Once we were almost in line of sight with Soulmate we heard them on the radio advising that they had shortened the intended cruise to shelter in Cemaes bay after the rigours of the morning. That sounded like a very good idea to us but even so it took us ages to battle the tide to get to a point where we could actually make passage into the bay. Just as we were arriving Soulmate called to say they were about to leave! Summer Wine was still at anchor and advised of her locations current overall depth; on this advice we rounded up and anchored alongside the 8kt Speed limit buoy only to be pestered by REALLY annoying jetskis using us a a rounding mark. They clearly ignore any reasonable behaviour and certainly don’t take notice of 8kt speed limits!
Trying our best to ignore these disturbances we had our lunch in the shelter of the bay while Summer Wine set off for our home port.
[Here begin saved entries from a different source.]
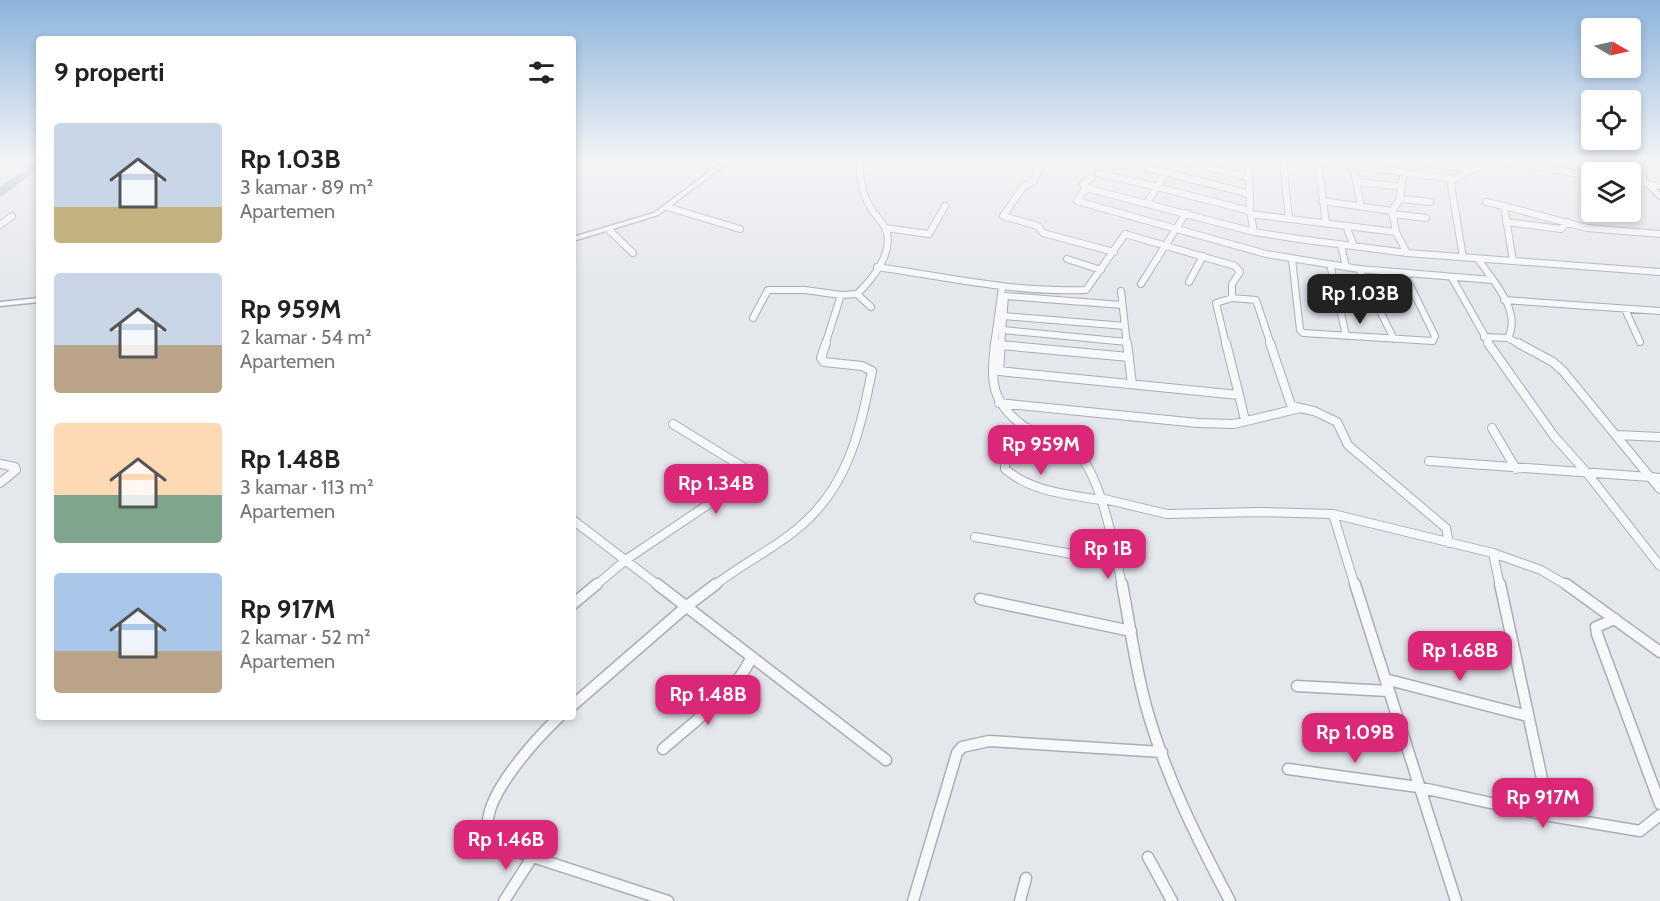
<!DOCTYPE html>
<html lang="id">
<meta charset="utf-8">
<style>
:root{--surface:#fff;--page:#f2f2f2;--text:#222;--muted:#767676;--accent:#db2777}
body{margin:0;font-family:Cabin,sans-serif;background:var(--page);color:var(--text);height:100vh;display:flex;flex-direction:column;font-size:22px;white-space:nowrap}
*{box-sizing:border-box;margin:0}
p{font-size:20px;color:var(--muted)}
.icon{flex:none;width:33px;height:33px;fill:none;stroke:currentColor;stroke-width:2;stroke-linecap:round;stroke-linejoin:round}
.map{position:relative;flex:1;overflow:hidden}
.drawer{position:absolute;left:36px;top:36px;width:540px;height:684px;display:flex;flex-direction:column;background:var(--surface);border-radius:6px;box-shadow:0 3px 9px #0003}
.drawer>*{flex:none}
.needle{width:39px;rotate:99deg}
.tools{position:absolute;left:1581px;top:18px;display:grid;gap:12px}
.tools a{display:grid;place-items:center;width:60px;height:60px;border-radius:6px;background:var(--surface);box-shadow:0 3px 9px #0003;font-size:30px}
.price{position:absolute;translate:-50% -51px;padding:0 14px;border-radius:12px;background:var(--accent);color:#fff;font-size:20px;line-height:39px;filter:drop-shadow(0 2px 3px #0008)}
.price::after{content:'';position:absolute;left:50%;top:36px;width:18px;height:14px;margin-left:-9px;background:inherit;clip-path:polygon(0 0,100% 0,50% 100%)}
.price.active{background:#222;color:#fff}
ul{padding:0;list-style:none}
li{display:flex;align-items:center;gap:18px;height:150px;padding:0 18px}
li span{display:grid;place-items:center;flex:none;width:168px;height:120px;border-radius:6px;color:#555}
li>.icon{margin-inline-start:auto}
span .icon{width:72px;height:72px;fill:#fffc;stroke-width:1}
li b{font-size:26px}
h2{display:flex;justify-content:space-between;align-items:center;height:72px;padding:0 18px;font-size:26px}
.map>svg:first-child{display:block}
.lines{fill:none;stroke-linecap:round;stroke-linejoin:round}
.river{fill:#a1b4ca;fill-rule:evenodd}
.minor-far2-casing{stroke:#a9aeb6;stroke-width:8}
.minor-far1-casing{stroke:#a9aeb6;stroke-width:10}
.minor-casing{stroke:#a9aeb6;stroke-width:13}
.tertiary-casing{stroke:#a9aeb6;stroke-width:3}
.minor-far2{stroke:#f7f8fa;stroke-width:6}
.minor-far1{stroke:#f7f8fa;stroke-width:8}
.minor{stroke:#f7f8fa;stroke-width:10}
.tertiary{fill:#f7f8fa;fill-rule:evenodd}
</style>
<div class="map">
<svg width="1660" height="901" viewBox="0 0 1660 901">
<rect width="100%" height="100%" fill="#e4e7ec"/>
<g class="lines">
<!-- river -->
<path class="river" d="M39,161V169L0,197V187Z"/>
<defs>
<path id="minor-far2" d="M1043,160L1033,182L1024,186L1003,216L1038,226L1043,233L1114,252
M1182,160L1250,178
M1249,160L1250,211L1254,232
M1283,160L1289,219
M1307,160L1454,179L1493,160
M1417,160L1470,170
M1496,160L1592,176
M1318,162L1326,223
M1353,166L1361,206
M1148,168L1250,194
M1214,169L1216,160
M1098,173L1157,187L1165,173
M1450,179L1463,257
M1357,182L1401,187
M1630,182L1660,186
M1086,188L1083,184L1091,178
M1400,199L1430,202
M1322,201L1392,211
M1486,202L1504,206
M1147,203L1157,187L1250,211
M667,207L740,229
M1250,214L1396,232L1407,253
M1392,214L1426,218
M1506,222L1561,229L1567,222
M0,225L12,216
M1346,226L1354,246
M885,228L929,234L945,206
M609,230L633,253
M1396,232L1392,211L1400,199L1403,173
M1341,245L1346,267
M1067,259L1101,270
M1292,259L1300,330L1303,333L1433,341L1435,336L1404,273
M1478,259C1493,281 1522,311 1508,338L1521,345
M1513,261L1504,206L1587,228L1660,234
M1330,264L1346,336
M877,267C947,277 1015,293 1086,290L1125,234L1235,266L1240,272L1232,284V298
M1359,269L1394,339
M1452,278L1490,345
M1492,280L1359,269L1266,254L1077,201L1086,188L1254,232L1299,239L1407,253L1660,272
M1189,282L1203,256
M1141,284L1186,213
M1121,291L1127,345
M857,294L871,307
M1504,300L1660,311
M1625,309L1640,342
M1004,316L1125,326
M753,318L768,290H805L841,295
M1003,330L1127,342
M1484,337L1508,338
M825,345L841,295L857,294C872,280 896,250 885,228C880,218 871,212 867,201C861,188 860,174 859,160
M994,345L1002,288
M1001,345L1005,296L1122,305
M1226,345L1216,303L1232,298L1256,300L1271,345"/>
<path id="minor-far1" d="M995,343C991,382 990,400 1022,425C1031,431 1039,438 1049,442C1060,448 1073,449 1082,459C1102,482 1116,555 1122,586
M1127,343L1132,384
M1226,343L1239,395
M1270,343L1291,405L1300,408
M1488,343L1554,436L1587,473L1660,566
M1001,345L1129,357
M996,371H999L1001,343
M999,371L1239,395L1245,420
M999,403L1198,423L1234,424L1300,408L1314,411L1337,422L1348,445L1446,528L1449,543
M1028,428L1005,458V469C1032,492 1066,494 1100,500
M1492,428L1516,469
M1617,435L1660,437
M1429,461L1650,477L1563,371L1553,362L1518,343
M0,464L15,467L16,470L0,483
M1660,478L1650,477L1660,489
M1100,498L1167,514L1260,512L1333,514L1493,553L1541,570L1568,586
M1333,514L1355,586
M573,520L659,586
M975,537L1118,562
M1493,553L1500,586
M595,586L627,559L746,479V469L673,424
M714,586C740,565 772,550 797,529C848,488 860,431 872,371L862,366L824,362L821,358L826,343"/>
<path id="minor" d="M657,584L886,760
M1122,584C1130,625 1135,666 1146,706C1165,775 1197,839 1230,901
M1355,584L1456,901
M1500,584L1550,816
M1566,584L1660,652
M980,599L1131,631
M573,604L597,584
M1615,619L1596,627L1597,634L1660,804
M1385,679L1528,716
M1297,686L1388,691
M573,705L687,606L716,584
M559,717C538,737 479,800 489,831C491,839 499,844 505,848L668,901
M663,749C690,725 737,691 751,658
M1288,769L1418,787L1550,816L1640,831L1660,815
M1148,857L1172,901
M504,901L533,856
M913,901L957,753L962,747L989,741L1162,752
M1020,901L1026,878"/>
<path id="tertiary" d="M725,160H732L658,215L573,241V237L654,213Z
M1638,160H1644L1646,179L1660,193V199L1658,198L1640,179Z
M39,298V302L0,306V302Z"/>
</defs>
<!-- minor-far2 casing -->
<use href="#minor-far2" class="minor-far2-casing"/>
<!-- minor-far1 casing -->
<use href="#minor-far1" class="minor-far1-casing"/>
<!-- minor casing -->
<use href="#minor" class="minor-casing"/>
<!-- tertiary casing -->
<use href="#tertiary" class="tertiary-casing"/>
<!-- minor-far2 -->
<use href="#minor-far2" class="minor-far2"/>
<!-- minor-far1 -->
<use href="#minor-far1" class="minor-far1"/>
<!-- minor -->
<use href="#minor" class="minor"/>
<!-- tertiary -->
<use href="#tertiary" class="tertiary"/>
</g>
<!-- sky -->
<linearGradient id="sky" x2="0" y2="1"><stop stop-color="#8bb4dc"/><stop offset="0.56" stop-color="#f3f4f6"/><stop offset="1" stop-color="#f3f4f6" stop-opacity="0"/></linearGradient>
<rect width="1660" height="287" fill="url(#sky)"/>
</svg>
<div class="tools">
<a><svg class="needle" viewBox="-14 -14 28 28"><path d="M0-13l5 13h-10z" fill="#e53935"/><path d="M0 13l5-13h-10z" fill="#767676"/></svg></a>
<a><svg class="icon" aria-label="locate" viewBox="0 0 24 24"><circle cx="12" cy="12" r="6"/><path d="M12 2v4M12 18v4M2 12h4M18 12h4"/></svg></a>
<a><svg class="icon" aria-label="layers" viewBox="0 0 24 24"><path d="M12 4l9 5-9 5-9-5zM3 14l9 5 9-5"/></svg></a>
</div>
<b class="price active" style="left:1360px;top:325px">Rp 1.03B</b>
<b class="price" style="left:1041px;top:476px">Rp 959M</b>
<b class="price" style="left:716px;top:515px">Rp 1.34B</b>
<b class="price" style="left:1108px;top:580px">Rp 1B</b>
<b class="price" style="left:1460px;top:682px">Rp 1.68B</b>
<b class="price" style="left:708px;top:726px">Rp 1.48B</b>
<b class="price" style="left:1355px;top:764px">Rp 1.09B</b>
<b class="price" style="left:1543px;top:829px">Rp 917M</b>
<b class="price" style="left:506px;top:871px">Rp 1.46B</b>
<section class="drawer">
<h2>9 properti<svg class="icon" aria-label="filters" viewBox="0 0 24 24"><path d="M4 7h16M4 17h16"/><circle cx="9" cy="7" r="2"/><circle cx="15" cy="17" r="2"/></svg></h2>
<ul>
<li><span style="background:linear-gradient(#c9d6e8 70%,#c2b280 0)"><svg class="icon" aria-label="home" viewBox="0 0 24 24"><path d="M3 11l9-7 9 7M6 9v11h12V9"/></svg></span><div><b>Rp 1.03B</b><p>3 kamar · 89 m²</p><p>Apartemen</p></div></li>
<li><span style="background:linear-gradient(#c9d6e8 60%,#b9a48a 0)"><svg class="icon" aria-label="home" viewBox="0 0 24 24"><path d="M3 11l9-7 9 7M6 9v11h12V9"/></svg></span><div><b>Rp 959M</b><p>2 kamar · 54 m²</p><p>Apartemen</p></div></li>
<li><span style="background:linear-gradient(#ffd9b3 60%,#7fa58c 0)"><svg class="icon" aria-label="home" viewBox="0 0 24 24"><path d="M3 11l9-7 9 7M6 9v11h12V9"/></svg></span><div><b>Rp 1.48B</b><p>3 kamar · 113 m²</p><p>Apartemen</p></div></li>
<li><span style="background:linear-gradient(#a9c7e8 65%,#b9a48a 0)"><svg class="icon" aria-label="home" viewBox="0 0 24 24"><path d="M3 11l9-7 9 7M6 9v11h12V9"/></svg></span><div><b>Rp 917M</b><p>2 kamar · 52 m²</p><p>Apartemen</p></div></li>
</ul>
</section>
</div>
After a leisurely but rather late lunch break we cleaned up got the crew prepared for the next phase of the journey with my expectations being a quick passage with mostly flat water sailing now the tide had had a chance to quieten the seas.
With the anchor lifted we raised our main and unfurled the genoa in slightly lighter winds and headed on a broad reach out of the bay and altering course to sail near to the Harry Furlong buoy.
The sea proved to be perfect for this return trip and we were able to run goose winged without too much rolling around.
Once through between Carmel Head and the Skerries we gybed to lay the harbour entrance running at between 8 and 10kt in apparent winds of around 8kt. My crew had had an epic 2 stage sail, one bumpy section in good strong winds with plenty of heal angle and then flat seas and downwind level sailing. What could have been better! They certainly enjoyed the day with Luke’s dad admitting that he was, at 83, probably the “oldest crew member to have sailed on FlairIV”.
As we approached the harbour we could see Stena Estrid coming in past the Stacks and after communicating with her radio officer we carried on into the harbour. Back on our mooring in good time we packed up and got our crew safely onto the launch in nice placid conditions.
What a great sail again today. As a final item Luke did a mast climb to the spreaders to recover the starboard flag halyard which has stopped us from flying our club burgee. Now ready for our next Wednesday Race.
Hope to see a good turn out on the 2nd to last Wednesday evening race of 2020.